───── DATA TO USE ─────

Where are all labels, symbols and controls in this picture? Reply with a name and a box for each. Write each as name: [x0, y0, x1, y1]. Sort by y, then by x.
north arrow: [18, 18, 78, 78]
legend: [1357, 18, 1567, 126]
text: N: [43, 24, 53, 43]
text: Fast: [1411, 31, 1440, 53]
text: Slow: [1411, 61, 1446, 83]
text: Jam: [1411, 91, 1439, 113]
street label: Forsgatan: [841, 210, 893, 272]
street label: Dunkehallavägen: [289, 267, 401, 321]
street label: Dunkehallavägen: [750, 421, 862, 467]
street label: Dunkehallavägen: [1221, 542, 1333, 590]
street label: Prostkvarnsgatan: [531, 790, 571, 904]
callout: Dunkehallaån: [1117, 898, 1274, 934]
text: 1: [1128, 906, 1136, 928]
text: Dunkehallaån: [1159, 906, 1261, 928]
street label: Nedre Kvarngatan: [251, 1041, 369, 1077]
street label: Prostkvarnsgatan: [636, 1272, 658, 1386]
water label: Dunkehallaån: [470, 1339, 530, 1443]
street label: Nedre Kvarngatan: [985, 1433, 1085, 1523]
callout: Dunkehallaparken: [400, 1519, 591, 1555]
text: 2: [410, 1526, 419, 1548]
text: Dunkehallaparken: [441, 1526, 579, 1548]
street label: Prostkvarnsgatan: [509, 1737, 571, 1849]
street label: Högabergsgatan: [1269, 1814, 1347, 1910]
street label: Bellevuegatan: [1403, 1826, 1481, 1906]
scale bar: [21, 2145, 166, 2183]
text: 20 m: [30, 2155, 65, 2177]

─────

ASSIGNMENT
Work through the entries, filtering for the string "Dunkehallavägen", and copy each line that holds it.

EXERCISE SOLUTION
street label: Dunkehallavägen: [289, 267, 401, 321]
street label: Dunkehallavägen: [750, 421, 862, 467]
street label: Dunkehallavägen: [1221, 542, 1333, 590]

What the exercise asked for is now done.